Top of Records for this exercise

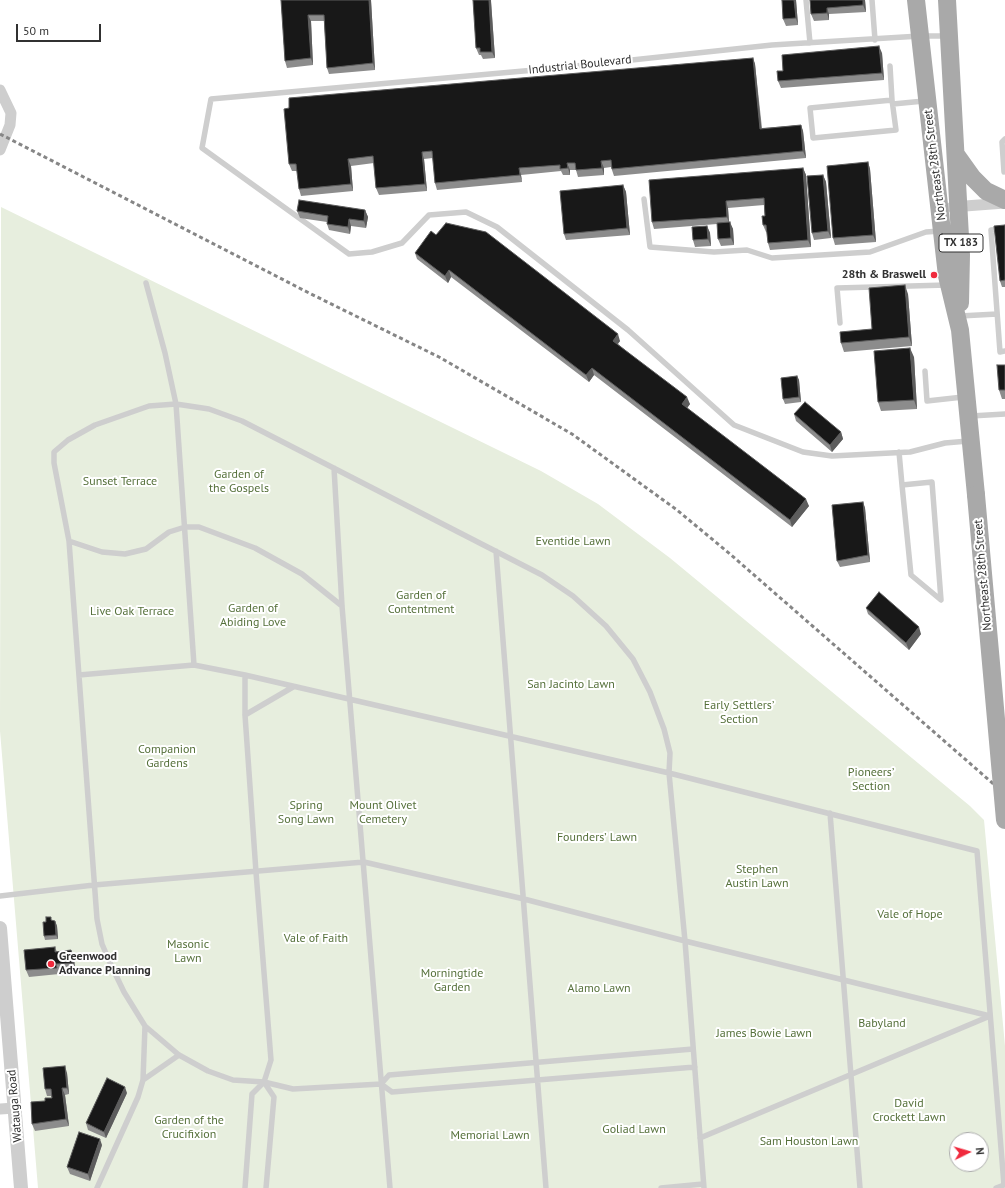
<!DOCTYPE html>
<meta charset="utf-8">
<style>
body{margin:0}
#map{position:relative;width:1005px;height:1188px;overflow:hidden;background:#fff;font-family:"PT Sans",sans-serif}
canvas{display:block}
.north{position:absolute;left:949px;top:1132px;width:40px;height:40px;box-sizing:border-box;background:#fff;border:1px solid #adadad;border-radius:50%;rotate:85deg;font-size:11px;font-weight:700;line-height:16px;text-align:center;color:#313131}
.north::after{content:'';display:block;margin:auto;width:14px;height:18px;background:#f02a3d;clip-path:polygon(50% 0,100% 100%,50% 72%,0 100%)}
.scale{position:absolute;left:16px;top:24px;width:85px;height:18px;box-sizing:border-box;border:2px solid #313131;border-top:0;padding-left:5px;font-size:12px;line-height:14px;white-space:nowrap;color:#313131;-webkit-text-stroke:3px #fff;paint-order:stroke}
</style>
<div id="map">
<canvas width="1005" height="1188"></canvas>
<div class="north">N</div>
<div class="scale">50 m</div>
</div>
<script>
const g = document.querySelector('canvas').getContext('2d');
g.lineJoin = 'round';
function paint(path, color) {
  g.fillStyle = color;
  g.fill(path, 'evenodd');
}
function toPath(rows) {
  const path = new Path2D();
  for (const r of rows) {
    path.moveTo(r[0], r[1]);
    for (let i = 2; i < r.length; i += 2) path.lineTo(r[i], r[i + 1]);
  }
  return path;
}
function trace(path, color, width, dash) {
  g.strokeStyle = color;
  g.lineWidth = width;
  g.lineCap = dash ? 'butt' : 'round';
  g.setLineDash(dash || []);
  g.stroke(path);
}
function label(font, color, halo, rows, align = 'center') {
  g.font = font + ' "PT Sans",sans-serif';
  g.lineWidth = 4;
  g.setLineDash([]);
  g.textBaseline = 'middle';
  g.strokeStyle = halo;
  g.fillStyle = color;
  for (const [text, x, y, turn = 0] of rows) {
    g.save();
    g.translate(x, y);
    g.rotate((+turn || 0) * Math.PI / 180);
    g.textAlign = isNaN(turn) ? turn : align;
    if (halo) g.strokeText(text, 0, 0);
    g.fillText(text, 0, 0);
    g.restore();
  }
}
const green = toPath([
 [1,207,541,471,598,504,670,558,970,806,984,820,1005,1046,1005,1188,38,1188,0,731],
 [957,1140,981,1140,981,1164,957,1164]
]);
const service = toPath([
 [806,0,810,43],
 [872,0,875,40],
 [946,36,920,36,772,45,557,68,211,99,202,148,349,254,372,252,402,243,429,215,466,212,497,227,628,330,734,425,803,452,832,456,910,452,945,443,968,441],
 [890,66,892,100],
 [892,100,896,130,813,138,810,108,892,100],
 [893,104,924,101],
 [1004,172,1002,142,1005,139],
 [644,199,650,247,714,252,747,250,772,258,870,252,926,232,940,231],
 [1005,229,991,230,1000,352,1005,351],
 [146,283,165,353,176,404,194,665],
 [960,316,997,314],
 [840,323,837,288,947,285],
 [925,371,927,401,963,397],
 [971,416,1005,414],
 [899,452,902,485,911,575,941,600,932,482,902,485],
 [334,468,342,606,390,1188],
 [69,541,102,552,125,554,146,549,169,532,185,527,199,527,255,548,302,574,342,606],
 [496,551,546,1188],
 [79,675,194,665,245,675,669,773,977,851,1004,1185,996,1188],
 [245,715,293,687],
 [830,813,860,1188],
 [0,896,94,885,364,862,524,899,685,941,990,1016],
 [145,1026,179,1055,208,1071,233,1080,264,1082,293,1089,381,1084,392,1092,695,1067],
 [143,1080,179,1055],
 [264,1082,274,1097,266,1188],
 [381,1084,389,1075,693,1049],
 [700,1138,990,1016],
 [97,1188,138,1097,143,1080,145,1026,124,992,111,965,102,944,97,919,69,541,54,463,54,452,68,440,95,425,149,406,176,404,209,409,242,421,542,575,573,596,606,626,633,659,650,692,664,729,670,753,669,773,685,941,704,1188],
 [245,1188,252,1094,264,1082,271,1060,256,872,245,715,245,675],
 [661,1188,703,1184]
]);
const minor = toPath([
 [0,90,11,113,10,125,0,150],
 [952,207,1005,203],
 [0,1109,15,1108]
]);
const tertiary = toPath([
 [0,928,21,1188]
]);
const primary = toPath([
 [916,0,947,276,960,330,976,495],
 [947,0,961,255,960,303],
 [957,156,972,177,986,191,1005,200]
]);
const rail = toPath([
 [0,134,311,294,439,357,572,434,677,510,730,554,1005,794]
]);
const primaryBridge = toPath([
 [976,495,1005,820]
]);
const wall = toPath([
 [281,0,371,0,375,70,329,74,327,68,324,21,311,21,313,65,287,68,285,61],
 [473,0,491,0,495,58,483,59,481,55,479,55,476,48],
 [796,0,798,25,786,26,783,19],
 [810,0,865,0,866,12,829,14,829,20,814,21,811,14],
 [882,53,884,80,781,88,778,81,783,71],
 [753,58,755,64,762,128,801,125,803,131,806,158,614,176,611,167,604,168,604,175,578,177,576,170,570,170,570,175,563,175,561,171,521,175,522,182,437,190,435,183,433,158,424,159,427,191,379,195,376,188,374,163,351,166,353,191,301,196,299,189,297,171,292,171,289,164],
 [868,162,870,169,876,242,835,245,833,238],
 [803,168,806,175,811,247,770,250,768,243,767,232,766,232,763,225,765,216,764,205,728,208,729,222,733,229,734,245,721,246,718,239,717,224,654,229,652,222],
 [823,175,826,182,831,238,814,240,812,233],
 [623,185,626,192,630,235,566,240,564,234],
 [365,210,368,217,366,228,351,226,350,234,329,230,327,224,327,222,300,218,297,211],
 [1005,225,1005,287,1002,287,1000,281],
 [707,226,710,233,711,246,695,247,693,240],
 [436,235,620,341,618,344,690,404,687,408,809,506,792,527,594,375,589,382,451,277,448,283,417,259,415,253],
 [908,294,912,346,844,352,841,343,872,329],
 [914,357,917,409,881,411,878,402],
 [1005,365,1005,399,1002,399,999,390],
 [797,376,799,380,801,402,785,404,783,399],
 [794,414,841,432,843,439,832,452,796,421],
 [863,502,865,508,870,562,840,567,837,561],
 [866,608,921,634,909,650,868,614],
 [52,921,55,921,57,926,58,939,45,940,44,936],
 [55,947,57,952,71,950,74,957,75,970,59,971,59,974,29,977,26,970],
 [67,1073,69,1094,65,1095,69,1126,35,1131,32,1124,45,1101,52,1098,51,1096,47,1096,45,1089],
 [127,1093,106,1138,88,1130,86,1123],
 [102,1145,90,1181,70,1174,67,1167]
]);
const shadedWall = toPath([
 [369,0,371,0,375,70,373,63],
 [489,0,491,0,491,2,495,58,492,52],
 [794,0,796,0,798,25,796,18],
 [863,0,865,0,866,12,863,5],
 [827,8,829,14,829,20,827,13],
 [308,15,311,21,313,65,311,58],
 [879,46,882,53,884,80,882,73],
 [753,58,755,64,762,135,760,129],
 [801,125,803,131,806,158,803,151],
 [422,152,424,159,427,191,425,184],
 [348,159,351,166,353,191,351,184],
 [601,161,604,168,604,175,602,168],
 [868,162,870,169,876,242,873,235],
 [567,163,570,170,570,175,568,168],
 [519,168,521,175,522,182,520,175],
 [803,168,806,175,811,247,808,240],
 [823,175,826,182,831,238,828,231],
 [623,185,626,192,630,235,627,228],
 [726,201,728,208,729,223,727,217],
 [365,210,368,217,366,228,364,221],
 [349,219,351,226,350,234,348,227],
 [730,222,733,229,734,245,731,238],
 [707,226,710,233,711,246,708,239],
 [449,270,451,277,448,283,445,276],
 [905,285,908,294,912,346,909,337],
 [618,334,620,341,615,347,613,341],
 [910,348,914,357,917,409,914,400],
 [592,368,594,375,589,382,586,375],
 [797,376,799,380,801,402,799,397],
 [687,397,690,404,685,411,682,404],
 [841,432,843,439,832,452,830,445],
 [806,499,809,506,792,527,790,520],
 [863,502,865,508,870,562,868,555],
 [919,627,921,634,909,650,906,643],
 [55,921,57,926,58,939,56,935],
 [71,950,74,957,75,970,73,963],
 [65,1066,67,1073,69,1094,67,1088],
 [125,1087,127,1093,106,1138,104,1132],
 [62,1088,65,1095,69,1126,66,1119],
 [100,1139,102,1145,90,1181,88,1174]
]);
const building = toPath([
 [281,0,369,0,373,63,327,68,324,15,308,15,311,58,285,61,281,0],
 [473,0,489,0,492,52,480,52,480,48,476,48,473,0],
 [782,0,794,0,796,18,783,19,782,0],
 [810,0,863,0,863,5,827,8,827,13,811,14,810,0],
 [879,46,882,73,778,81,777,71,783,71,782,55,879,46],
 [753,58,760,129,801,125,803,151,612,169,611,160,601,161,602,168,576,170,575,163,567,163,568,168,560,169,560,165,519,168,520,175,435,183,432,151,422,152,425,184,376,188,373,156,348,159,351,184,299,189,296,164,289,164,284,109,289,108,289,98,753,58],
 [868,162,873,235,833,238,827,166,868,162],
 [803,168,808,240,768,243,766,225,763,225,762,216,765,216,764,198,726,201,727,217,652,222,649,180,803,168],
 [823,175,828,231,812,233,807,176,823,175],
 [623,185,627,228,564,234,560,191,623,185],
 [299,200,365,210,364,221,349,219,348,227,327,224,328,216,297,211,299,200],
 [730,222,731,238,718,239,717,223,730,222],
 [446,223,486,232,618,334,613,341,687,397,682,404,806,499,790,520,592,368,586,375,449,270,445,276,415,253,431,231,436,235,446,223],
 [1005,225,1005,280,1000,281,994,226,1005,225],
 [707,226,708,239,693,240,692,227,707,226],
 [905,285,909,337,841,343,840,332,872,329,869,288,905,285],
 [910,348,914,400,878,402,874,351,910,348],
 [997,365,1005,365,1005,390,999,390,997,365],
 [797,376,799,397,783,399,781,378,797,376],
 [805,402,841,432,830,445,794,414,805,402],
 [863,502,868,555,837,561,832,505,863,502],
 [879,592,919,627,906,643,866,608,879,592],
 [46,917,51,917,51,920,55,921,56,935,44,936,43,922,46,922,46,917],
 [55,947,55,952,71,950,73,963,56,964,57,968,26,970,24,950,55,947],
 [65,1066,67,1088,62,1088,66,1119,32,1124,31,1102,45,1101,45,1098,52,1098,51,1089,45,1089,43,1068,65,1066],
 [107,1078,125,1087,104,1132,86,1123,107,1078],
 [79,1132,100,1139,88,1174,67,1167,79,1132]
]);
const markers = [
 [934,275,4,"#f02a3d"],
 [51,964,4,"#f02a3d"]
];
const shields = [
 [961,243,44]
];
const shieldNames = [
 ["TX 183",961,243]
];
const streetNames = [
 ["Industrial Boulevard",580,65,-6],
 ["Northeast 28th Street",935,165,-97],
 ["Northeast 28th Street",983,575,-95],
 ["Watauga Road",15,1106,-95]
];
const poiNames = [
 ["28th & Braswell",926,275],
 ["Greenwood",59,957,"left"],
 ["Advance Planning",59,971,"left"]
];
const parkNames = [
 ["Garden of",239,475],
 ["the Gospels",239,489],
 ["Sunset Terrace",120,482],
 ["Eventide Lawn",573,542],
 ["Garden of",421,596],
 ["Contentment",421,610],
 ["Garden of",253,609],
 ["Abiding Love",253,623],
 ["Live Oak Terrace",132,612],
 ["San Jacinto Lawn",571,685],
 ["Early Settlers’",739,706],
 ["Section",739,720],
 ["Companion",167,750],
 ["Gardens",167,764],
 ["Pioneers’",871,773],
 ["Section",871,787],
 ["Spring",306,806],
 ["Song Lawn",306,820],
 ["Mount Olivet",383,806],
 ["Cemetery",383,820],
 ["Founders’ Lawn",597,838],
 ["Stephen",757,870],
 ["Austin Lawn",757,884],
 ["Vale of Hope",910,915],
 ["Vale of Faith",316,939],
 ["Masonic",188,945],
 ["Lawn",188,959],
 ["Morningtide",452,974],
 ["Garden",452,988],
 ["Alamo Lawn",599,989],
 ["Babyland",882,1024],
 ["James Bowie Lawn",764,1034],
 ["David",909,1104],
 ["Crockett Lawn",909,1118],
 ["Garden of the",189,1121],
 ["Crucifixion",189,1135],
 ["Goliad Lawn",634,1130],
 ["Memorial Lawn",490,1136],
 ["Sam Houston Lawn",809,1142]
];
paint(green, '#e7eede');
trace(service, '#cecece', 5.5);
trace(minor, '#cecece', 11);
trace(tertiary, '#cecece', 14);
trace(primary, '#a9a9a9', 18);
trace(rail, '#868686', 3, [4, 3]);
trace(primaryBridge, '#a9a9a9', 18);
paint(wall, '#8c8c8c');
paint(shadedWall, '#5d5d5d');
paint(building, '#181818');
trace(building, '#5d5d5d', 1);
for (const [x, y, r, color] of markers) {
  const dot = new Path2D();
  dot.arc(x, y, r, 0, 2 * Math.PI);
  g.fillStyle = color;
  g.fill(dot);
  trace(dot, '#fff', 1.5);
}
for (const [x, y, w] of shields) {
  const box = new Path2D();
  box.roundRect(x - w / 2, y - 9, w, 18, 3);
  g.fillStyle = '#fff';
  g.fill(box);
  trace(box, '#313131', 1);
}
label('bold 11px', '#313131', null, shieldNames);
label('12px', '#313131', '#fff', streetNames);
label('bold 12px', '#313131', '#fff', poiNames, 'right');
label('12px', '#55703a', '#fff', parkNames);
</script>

Bottom of Records for this exercise
Top of Records for this exercise

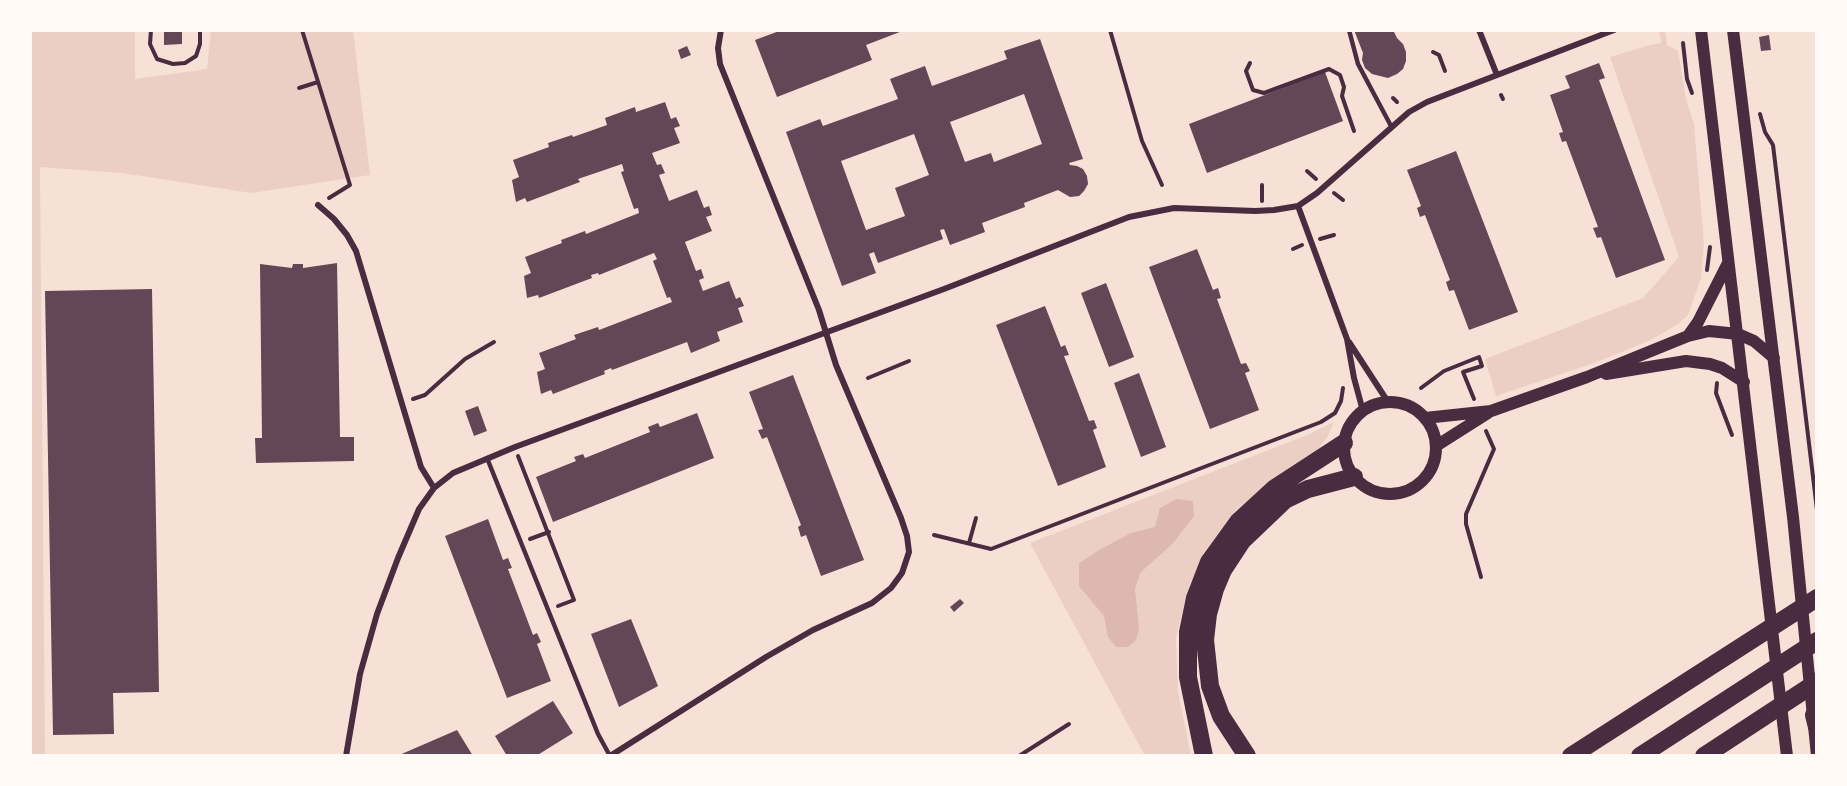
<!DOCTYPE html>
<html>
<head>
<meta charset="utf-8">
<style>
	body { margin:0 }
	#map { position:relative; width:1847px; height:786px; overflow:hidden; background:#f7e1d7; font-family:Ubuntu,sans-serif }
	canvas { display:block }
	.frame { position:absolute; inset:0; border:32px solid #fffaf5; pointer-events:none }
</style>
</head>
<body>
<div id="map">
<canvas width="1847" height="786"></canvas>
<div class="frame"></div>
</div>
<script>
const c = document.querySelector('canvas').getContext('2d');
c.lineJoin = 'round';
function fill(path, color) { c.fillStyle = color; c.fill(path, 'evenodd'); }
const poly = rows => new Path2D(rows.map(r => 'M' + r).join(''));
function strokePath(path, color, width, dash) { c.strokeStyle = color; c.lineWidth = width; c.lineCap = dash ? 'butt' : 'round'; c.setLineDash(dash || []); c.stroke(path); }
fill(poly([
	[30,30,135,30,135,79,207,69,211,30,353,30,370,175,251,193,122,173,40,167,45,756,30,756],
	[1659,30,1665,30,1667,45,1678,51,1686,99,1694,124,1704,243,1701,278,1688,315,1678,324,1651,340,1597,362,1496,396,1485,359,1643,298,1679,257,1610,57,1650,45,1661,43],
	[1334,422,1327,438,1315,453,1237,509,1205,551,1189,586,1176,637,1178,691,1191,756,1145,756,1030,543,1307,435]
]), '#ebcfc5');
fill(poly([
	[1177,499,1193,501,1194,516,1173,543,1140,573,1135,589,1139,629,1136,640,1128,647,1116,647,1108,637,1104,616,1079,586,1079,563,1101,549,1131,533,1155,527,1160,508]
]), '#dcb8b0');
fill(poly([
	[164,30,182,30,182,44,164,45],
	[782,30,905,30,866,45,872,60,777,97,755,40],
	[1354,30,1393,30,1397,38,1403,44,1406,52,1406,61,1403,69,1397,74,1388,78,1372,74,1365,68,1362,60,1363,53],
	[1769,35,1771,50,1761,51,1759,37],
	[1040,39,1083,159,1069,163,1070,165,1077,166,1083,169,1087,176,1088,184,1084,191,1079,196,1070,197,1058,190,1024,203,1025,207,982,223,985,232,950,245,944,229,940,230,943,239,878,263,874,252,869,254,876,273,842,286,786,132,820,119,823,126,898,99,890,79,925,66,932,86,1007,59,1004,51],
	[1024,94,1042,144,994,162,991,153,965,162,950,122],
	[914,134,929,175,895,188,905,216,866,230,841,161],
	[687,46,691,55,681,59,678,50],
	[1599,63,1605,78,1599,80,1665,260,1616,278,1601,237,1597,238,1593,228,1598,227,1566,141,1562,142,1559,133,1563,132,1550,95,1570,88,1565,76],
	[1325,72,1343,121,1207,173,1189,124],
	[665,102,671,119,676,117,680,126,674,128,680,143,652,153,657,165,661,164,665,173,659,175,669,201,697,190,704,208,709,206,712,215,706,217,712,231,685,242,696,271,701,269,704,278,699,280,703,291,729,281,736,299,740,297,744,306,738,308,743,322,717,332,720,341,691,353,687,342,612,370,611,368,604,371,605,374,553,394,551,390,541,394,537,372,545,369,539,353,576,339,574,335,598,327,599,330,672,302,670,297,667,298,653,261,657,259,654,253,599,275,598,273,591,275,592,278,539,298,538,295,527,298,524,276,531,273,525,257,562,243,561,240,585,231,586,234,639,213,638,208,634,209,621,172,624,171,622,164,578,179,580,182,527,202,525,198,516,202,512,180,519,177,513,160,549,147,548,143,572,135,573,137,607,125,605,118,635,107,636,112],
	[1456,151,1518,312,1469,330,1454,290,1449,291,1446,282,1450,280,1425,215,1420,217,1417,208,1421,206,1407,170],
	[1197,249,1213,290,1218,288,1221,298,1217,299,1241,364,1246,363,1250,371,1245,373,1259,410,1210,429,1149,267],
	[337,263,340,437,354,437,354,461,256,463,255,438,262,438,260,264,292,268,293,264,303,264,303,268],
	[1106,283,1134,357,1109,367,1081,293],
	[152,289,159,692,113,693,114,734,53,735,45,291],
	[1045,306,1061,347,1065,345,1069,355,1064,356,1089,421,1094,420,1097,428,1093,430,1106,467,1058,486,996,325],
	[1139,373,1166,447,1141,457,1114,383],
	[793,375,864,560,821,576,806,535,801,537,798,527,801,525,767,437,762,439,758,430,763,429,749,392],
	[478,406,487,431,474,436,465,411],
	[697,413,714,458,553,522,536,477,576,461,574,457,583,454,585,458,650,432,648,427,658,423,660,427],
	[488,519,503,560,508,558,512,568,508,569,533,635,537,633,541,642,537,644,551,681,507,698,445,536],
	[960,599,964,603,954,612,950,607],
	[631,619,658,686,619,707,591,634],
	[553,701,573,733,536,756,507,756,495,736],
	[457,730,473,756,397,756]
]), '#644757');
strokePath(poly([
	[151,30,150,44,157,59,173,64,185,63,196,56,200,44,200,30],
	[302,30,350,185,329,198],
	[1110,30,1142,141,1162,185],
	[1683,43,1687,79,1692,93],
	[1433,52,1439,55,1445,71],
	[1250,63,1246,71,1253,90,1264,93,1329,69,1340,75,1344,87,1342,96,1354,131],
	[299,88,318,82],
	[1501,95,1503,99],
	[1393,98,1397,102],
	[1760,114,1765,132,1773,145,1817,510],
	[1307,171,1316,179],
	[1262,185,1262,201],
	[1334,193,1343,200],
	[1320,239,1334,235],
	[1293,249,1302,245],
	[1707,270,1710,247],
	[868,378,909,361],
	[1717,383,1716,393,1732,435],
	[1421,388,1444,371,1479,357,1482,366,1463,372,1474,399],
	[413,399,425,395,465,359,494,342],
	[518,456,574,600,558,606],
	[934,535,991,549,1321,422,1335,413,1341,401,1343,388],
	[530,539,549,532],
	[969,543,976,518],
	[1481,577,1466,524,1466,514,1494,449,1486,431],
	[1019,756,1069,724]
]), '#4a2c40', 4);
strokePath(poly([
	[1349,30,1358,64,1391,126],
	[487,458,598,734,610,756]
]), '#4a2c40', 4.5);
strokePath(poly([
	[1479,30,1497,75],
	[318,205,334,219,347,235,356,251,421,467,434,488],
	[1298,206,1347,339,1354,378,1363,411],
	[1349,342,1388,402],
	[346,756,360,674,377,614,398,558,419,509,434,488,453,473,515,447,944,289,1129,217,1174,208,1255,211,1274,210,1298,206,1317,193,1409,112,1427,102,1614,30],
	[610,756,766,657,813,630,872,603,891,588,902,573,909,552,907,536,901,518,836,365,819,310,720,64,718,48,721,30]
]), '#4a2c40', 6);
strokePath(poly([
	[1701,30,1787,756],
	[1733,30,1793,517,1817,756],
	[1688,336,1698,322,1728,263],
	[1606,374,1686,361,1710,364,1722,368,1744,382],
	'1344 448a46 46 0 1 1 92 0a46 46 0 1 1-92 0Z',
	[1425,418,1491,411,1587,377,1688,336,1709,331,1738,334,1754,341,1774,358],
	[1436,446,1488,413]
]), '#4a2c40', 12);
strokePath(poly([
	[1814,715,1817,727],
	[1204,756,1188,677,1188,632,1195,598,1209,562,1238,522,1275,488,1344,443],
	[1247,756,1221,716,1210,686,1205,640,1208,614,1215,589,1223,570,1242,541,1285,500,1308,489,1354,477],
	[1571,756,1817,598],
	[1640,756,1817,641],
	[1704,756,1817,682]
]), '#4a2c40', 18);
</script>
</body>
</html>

Bottom of Records for this exercise

#### Exercise prompt:
Please copy out each line of the data in which the word "center" occurs.

#### Task output:
.north{position:absolute;left:949px;top:1132px;width:40px;height:40px;box-sizing:border-box;background:#fff;border:1px solid #adadad;border-radius:50%;rotate:85deg;font-size:11px;font-weight:700;line-height:16px;text-align:center;color:#313131}
function label(font, color, halo, rows, align = 'center') {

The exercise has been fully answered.